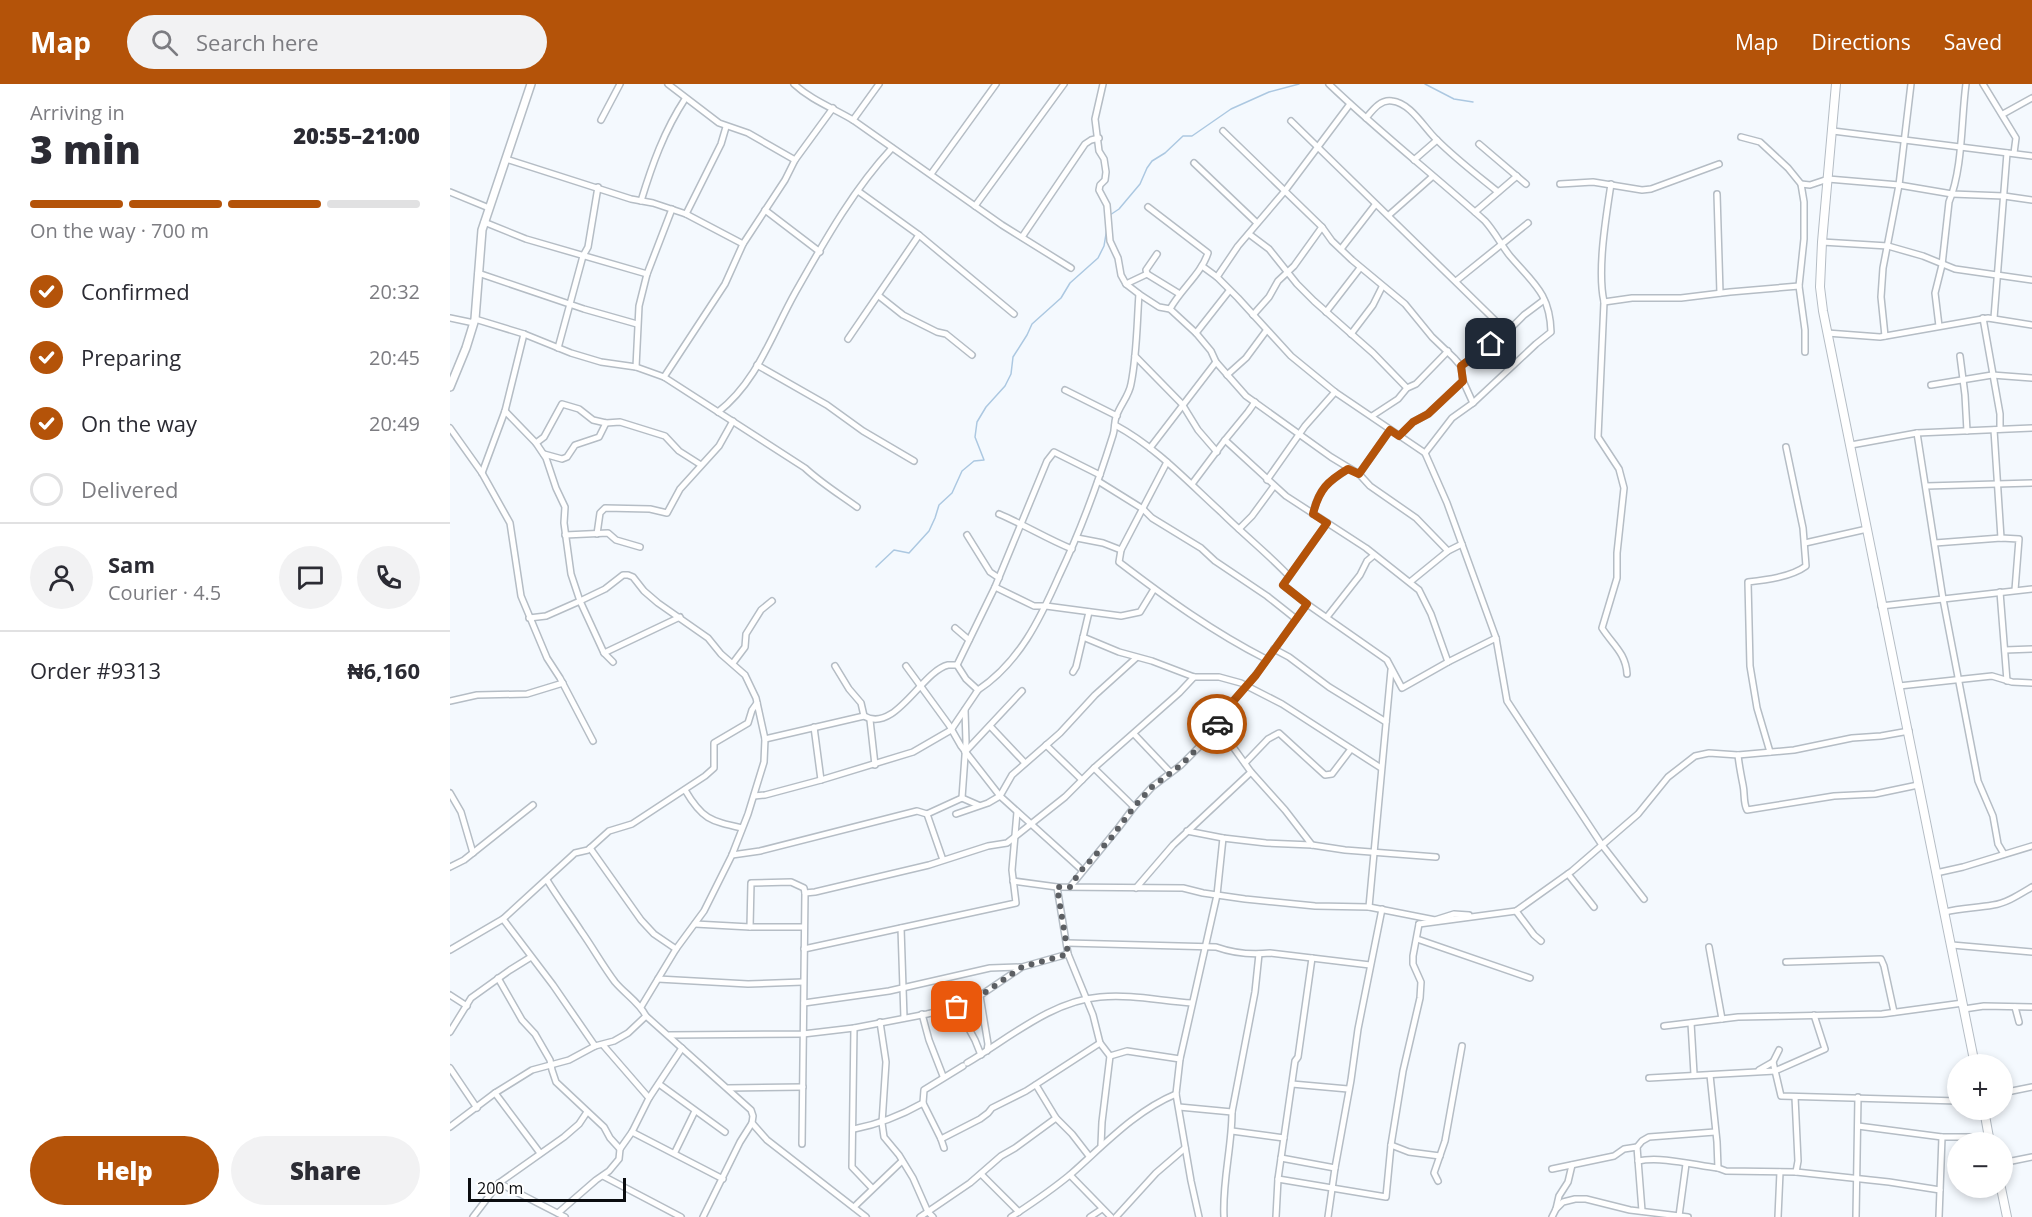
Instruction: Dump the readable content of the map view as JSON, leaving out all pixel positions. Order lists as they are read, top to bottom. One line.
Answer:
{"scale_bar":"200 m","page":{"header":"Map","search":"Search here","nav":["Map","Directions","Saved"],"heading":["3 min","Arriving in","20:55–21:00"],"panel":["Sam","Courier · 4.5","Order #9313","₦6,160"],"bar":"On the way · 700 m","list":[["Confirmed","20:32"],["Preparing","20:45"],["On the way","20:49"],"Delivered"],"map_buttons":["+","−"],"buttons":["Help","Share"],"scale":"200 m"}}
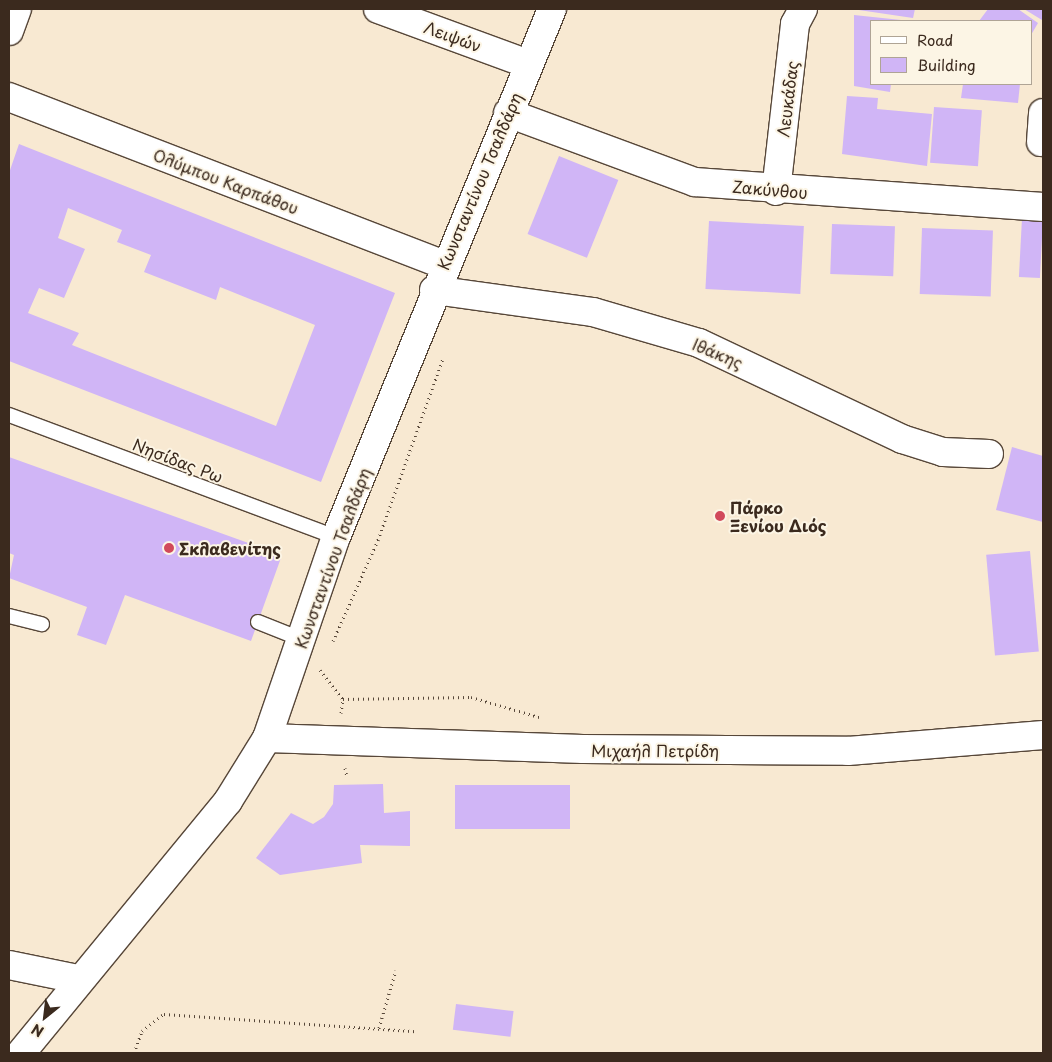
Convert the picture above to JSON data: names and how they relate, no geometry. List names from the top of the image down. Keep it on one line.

************

AIM OF THE EXERCISE
The expected result is the data above in exact form, free of pictures.

RESPONSE
Instruction: Dump the readable content of the map view as JSON, leaving out all pixel positions. Order lists as they are read, top to bottom. One line.
Answer:
{"scale_bar":"200 m","page":{"header":"Map","search":"Search here","nav":["Map","Directions","Saved"],"heading":["3 min","Arriving in","20:55–21:00"],"panel":["Sam","Courier · 4.5","Order #9313","₦6,160"],"bar":"On the way · 700 m","list":[["Confirmed","20:32"],["Preparing","20:45"],["On the way","20:49"],"Delivered"],"map_buttons":["+","−"],"buttons":["Help","Share"],"scale":"200 m"}}
Convert the picture above to JSON data: names and how they relate, no geometry. List names from the top of the image down. Keep it on one line.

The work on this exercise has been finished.